■ What to produce ■
Under this line are the records; write out word for word the part that begins at the line containing "width:30px; border:2px solid" and ends at the line containing "position:absolute; left:18px; top:403px;", and no more.

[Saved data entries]
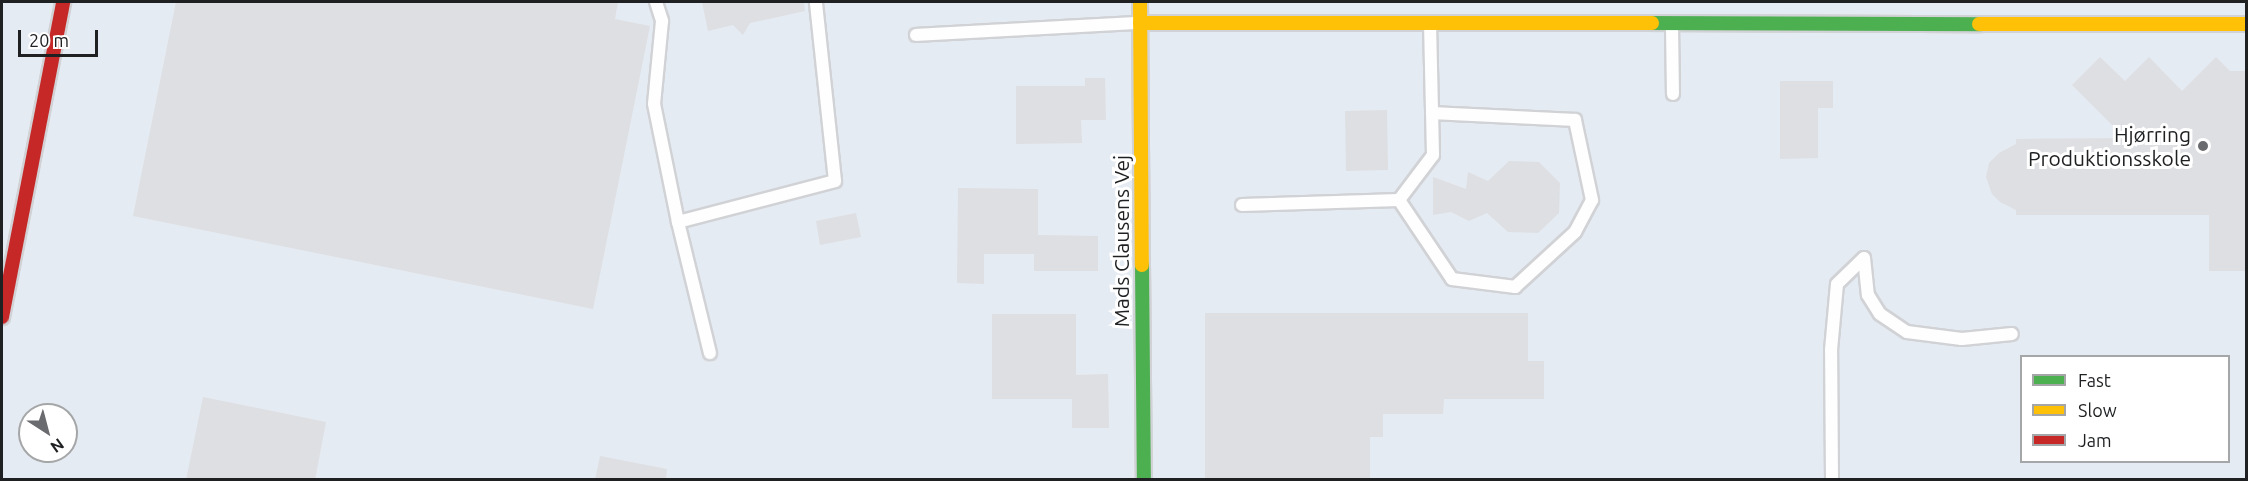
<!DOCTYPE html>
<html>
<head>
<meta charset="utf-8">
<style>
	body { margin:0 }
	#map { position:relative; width:2248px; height:481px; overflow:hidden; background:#f5f7fb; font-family:Ubuntu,sans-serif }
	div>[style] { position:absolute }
	.built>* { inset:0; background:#e5ebf3 }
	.building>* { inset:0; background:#dedfe2 }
	.roads { filter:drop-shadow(2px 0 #d1d2d5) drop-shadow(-2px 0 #d1d2d5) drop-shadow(0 2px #d1d2d5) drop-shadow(0 -2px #d1d2d5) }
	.lane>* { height:12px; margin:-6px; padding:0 6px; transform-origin:6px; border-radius:6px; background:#fefefe }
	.fast>* { height:14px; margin:-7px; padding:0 7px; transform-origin:7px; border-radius:7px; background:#4caf50 }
	.slow>* { height:14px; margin:-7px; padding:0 7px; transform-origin:7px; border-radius:7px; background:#ffc107 }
	.jam>* { height:14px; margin:-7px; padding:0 7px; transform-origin:7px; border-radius:7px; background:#c62828 }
	.dots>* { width:16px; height:16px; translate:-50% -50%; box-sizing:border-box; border:3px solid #fff; border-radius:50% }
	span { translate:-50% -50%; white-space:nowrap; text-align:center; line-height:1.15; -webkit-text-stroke:6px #fff; paint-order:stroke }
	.poi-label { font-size:21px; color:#1e2022 }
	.right { translate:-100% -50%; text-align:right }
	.street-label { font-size:21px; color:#1e2022 }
	.frame { position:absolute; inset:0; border:3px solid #1e2022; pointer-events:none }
	.legend { position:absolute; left:2020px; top:355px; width:210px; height:108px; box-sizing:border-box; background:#fff; border:2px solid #a5a6a7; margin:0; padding:8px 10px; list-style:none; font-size:18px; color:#1e2022 }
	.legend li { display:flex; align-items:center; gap:12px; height:30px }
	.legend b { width:30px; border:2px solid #a5a6a7 }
	.north { position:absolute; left:18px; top:403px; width:60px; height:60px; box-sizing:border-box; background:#fff; border:2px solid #a5a6a7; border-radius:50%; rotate:144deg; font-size:16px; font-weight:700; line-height:24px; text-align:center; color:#1e2022 }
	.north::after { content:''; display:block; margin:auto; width:21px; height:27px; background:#696b6e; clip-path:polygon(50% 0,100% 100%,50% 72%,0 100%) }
	.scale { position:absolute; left:18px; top:30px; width:80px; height:27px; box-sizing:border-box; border:3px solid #1e2022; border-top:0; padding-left:8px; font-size:18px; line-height:21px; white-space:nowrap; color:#1e2022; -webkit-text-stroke:4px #fff; paint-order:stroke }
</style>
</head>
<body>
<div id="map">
	<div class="built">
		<i style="clip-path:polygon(evenodd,2px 2px,2246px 2px,2246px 479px,2px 479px,2px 2px,2022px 356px,2228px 356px,2228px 462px,2022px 462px,2022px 356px,2px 2px,30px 415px,66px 415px,66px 451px,30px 451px,30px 415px)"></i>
	</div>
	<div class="building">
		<i style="clip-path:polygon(176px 2px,618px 2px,615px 19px,650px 26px,593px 309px,133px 216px)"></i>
		<i style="clip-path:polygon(702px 2px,804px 2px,805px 11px,750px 23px,743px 35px,733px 25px,708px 31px)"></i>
		<i style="clip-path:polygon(2100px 57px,2125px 81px,2149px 57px,2182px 91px,2216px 57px,2230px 71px,2247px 71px,2247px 271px,2209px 271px,2209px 215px,2016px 215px,2016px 210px,2000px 202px,1992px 194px,1986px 177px,1989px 163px,1999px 153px,2016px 144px,2016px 139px,2125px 138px,2072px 85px)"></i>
		<i style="clip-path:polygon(1085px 78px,1105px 78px,1106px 120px,1081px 120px,1082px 143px,1016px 144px,1016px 86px,1085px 86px)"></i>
		<i style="clip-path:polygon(1780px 81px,1833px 81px,1833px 108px,1818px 108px,1818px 158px,1780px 159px)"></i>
		<i style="clip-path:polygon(1387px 110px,1388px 170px,1346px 171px,1345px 111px)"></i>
		<i style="clip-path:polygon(1509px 161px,1539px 162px,1560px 183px,1559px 213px,1538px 233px,1508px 232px,1487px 213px,1469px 221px,1451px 212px,1433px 215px,1433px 177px,1466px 189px,1468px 172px,1488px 181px)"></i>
		<i style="clip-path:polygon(958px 188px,1038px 189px,1038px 235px,1098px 236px,1098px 271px,1034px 271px,1034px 254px,984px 254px,984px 284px,957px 283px)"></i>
		<i style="clip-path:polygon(856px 213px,861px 237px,820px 245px,816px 221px)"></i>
		<i style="clip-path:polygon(1205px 313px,1528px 313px,1528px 361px,1544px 361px,1544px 399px,1444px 399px,1443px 414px,1383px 414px,1383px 437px,1370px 437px,1370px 480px,1205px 480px)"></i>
		<i style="clip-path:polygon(992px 314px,1076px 314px,1076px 375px,1108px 374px,1109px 428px,1072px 428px,1072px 399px,992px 399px)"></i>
		<i style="clip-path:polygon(203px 397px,326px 422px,315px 480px,186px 480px)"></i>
		<i style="clip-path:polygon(600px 456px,667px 469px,666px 480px,595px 480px)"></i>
	</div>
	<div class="roads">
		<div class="lane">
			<i style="left:656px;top:2px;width:20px;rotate:72deg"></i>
			<i style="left:662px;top:21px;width:83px;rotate:95.5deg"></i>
			<i style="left:654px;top:104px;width:120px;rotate:78.5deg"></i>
			<i style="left:678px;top:222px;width:135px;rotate:76.3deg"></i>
			<i style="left:1672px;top:25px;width:69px;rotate:89.2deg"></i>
			<i style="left:916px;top:35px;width:223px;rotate:-3.1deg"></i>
			<i style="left:1399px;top:200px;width:95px;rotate:56.1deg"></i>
			<i style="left:1452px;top:279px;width:64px;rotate:7.2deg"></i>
			<i style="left:1515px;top:287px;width:81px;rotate:-42.5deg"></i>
			<i style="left:1575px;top:232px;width:36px;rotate:-62deg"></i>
			<i style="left:1592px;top:200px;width:82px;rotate:-102deg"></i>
			<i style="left:1575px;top:120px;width:143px;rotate:-177.2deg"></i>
			<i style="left:1242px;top:205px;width:157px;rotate:-1.8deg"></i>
			<i style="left:1399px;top:200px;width:56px;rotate:-52.9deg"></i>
			<i style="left:1433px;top:155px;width:130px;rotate:-91.3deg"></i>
			<i style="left:678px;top:222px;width:162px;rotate:-14.6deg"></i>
			<i style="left:835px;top:181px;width:180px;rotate:-96.1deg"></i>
			<i style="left:1864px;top:258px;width:37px;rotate:84deg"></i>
			<i style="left:1868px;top:295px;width:22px;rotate:58deg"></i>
			<i style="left:1880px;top:314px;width:32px;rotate:34deg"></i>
			<i style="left:1907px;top:332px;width:55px;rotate:7.3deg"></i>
			<i style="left:1962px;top:339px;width:50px;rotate:-5.7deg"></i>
			<i style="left:1832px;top:480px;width:130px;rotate:-90.4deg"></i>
			<i style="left:1831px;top:350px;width:66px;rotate:-84.8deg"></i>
			<i style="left:1837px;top:284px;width:37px;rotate:-44deg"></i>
		</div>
		<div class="fast">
			<i style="left:1652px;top:23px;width:327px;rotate:0.2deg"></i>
			<i style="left:1142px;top:265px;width:215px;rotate:89.5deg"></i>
		</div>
		<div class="slow">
			<i style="left:1140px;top:2px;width:263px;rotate:89.6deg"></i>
			<i style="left:1140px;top:23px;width:512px"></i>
			<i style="left:1979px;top:24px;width:267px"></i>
		</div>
		<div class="jam">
			<i style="left:2px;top:317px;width:321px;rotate:-79deg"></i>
		</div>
	</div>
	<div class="dots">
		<i style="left:2203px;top:146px;background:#696b6e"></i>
	</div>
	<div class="poi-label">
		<span class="right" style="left:2191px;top:146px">Hjørring<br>Produktionsskole</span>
	</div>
	<div class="street-label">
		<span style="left:1121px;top:241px;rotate:-90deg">Mads Clausens Vej</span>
	</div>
	<div class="frame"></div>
	<ul class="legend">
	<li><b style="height:8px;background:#4caf50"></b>Fast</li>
	<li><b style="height:8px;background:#ffc107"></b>Slow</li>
	<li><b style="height:8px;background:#c62828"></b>Jam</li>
	</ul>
	<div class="north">N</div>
	<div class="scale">20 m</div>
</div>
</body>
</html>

■ Task result ■
	.legend b { width:30px; border:2px solid #a5a6a7 }
	.north { position:absolute; left:18px; top:403px; width:60px; height:60px; box-sizing:border-box; background:#fff; border:2px solid #a5a6a7; border-radius:50%; rotate:144deg; font-size:16px; font-weight:700; line-height:24px; text-align:center; color:#1e2022 }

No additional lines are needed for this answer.